Dataset entries
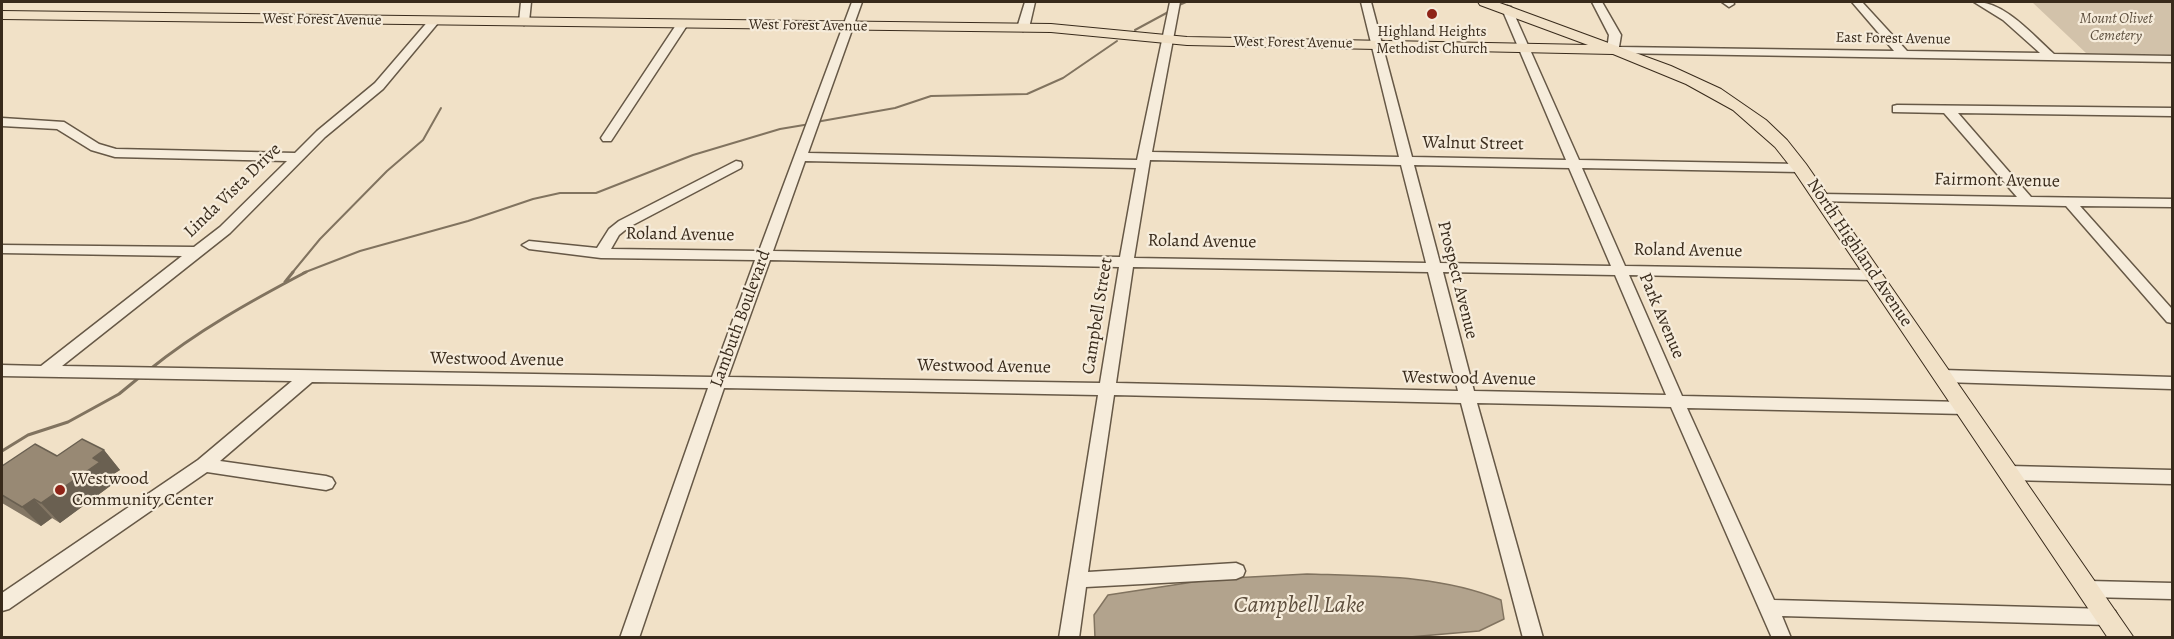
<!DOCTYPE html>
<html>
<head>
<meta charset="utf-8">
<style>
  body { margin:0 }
  #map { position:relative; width:2174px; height:639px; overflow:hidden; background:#f1e1c7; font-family:Alegreya,serif }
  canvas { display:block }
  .frame { position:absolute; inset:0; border:3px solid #382a1b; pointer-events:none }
</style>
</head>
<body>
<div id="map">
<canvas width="2174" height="639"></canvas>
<div class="frame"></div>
</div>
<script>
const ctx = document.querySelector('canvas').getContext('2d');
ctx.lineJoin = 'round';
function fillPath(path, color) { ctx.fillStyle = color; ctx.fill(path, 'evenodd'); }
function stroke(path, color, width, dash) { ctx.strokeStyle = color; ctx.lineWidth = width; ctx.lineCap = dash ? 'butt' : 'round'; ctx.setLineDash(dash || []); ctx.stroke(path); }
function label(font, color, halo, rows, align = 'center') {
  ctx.font = font + ' Alegreya,serif'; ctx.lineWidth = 4.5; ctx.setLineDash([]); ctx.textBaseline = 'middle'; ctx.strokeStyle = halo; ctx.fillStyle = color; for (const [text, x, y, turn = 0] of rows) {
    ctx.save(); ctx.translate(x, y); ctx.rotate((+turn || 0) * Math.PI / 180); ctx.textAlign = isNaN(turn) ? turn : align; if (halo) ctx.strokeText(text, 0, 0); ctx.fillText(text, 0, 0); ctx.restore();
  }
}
fillPath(new Path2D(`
  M2032,2H2172V55L2086,53Z`), '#d2c2aa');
const water = new Path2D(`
  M1307,574C1371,576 1441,575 1501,600L1504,619L1479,631L1398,638H1095L1094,615L1108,595L1213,579Z`);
fillPath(water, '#b2a38d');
stroke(water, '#81735f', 1.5);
stroke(new Path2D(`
  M1177,6L1186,2
  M1135,30L1172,10
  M816,122L895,108L931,96L1027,94L1063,78L1117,41
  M292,273L320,239L387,171L423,140L441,108
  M303,273L360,251L468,221L533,199L560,193H596L693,155L780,129L810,124`), '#81735f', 2);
stroke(new Path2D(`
  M285,282L293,272
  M149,370C197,331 251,301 306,272
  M2,451L28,435L68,422L119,394L141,376`), '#81735f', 3);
const minor = new Path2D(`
  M521,2H531L529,22L524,25L519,22Z
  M852,2H862L808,153L1137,160L1170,2H1180L1152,152L1399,157L1361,2H1371L1412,157L1566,160L1502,9L1507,6L1511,7L1579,160L1800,164L1806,168L1800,172L1582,168L1625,266L1873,270L1880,275L1873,280L1629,275L1682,396L1965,402L1971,404L1973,408L1971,412L1965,414L1687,408L1774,600L2108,609L2115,611L2118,617L2115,623L2108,625L1782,616L1791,638H1772L1671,407L1477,403L1543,638H1523L1461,403L1114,395L1088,572L1236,563L1243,566L1245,571L1243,576L1236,579L1086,587L1079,638H1059L1098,395L724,388L639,638H620L708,388L312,382L220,461L326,476L332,478L335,483L332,488L326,490L207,472L9,609L2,611V593L198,460L292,381L2,376V365L41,366L182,256L2,253V245L194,247L220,227L287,161L115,157L91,150L57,129L2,126V118L64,122L99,144L116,149L295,153L317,131L375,83L430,19H438V23L383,89L325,137L230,233L62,366L712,377L755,260L601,258L529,249L522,245L529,241L597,248L609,229L619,221L736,161L741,162L742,165L741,168L629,227L619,235L611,249L759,251ZM1150,160L1401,165L1426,263L1134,258ZM805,161L1136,168L1120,257L773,251ZM1414,165L1569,168L1611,266L1440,263ZM770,260L1119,267L1100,383L728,377ZM1133,267L1428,272L1458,391L1116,383ZM1443,272L1615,275L1666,395L1474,391Z
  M1025,2H1035L1029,28L1023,31L1017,28Z
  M1592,2H1602L1621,35L1619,47L1894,51L1852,2H1862L1907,51L2040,53L2003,20L1974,2C2003,0 2033,35 2054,54L2172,56V62L1613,53L1607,50L1609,35Z
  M1722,2H1733L1734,4L1729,7Z
  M682,21L688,24L613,138L611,141H603L601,138L678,22Z
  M1897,105L2172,108V116L1958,113L2031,197L2172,199V207L2080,206L2172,309V323L2167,322L2066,206L1815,201L1813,198L1820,194L2017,197L1944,113L1893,112V106Z
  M1943,370L2172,377V389L1943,382L1937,380L1935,376L1937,372Z
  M2010,466L2172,470V484L2010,480L2004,478L2001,473L2004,468Z
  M2089,581L2172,583V599L2089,597L2082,595L2080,589L2082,583Z`);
const major = new Path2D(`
  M1478,2H1497L1671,66L1721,89L1766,120L1787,140L1806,164L2134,638H2108L1794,171L1775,147L1733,110L1686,84L1613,54L1187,45L1051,32L2,19V11L1051,24L1187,37L1588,45L1480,5Z`);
stroke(minor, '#665846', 3);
stroke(major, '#382a1b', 2);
fillPath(minor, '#f6ecdb');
fillPath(major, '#f1e1c7');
fillPath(new Path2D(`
  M104,450L120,470L112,475L117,481L60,523L52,518L41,526L2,503V466L57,456Z`), '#837664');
fillPath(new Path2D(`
  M104,450L120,470L112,475L117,481L60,523L41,503L93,458Z
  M34,499L52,518L41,526L22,507Z`), '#6a6051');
const building = new Path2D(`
  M82,439L104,450L93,458L100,462L41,503L34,499L22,507L2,495V466L35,444L57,456Z`);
fillPath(building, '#988974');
stroke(building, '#6a6051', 1.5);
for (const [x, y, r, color] of [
  [1432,14,6,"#8f2418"],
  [60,490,6,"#8f2418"]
]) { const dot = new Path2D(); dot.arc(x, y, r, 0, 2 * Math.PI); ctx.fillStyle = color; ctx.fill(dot); stroke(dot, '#f6ecdb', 2); }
label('italic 15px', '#5e503f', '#f6ecdb', [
  ["Mount Olivet",2116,19],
  ["Cemetery",2116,36]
]);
label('15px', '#382a1b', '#f6ecdb', [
  ["West Forest Avenue",322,20,1],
  ["West Forest Avenue",808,26,1],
  ["East Forest Avenue",1893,39,1],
  ["West Forest Avenue",1293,43,1]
]);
label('15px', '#382a1b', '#f6ecdb', [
  ["Highland Heights",1432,32],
  ["Methodist Church",1432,49]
]);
label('18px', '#382a1b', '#f6ecdb', [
  ["Walnut Street",1473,144,1],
  ["Fairmont Avenue",1997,181,1],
  ["Linda Vista Drive",233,191,-44],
  ["Roland Avenue",680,235,1],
  ["Roland Avenue",1202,242,1],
  ["Roland Avenue",1688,251,1],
  ["North Highland Avenue",1859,253,56],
  ["Prospect Avenue",1457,280,76],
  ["Campbell Street",1098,316,-81],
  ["Park Avenue",1661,316,67],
  ["Lambuth Boulevard",741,319,-70],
  ["Westwood Avenue",497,360,1],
  ["Westwood Avenue",984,367,1],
  ["Westwood Avenue",1469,379,1]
]);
label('18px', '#382a1b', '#f6ecdb', [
  ["Westwood",72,480],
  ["Community Center",72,501]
], 'left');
label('italic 24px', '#5d4e3d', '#f6ecdb', [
  ["Campbell Lake",1299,606]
]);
</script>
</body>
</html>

-- To do --
Scan the entries above for the word "align" and collect each line holding it.

-- Answer box --
function label(font, color, halo, rows, align = 'center') {
    ctx.save(); ctx.translate(x, y); ctx.rotate((+turn || 0) * Math.PI / 180); ctx.textAlign = isNaN(turn) ? turn : align; if (halo) ctx.strokeText(text, 0, 0); ctx.fillText(text, 0, 0); ctx.restore();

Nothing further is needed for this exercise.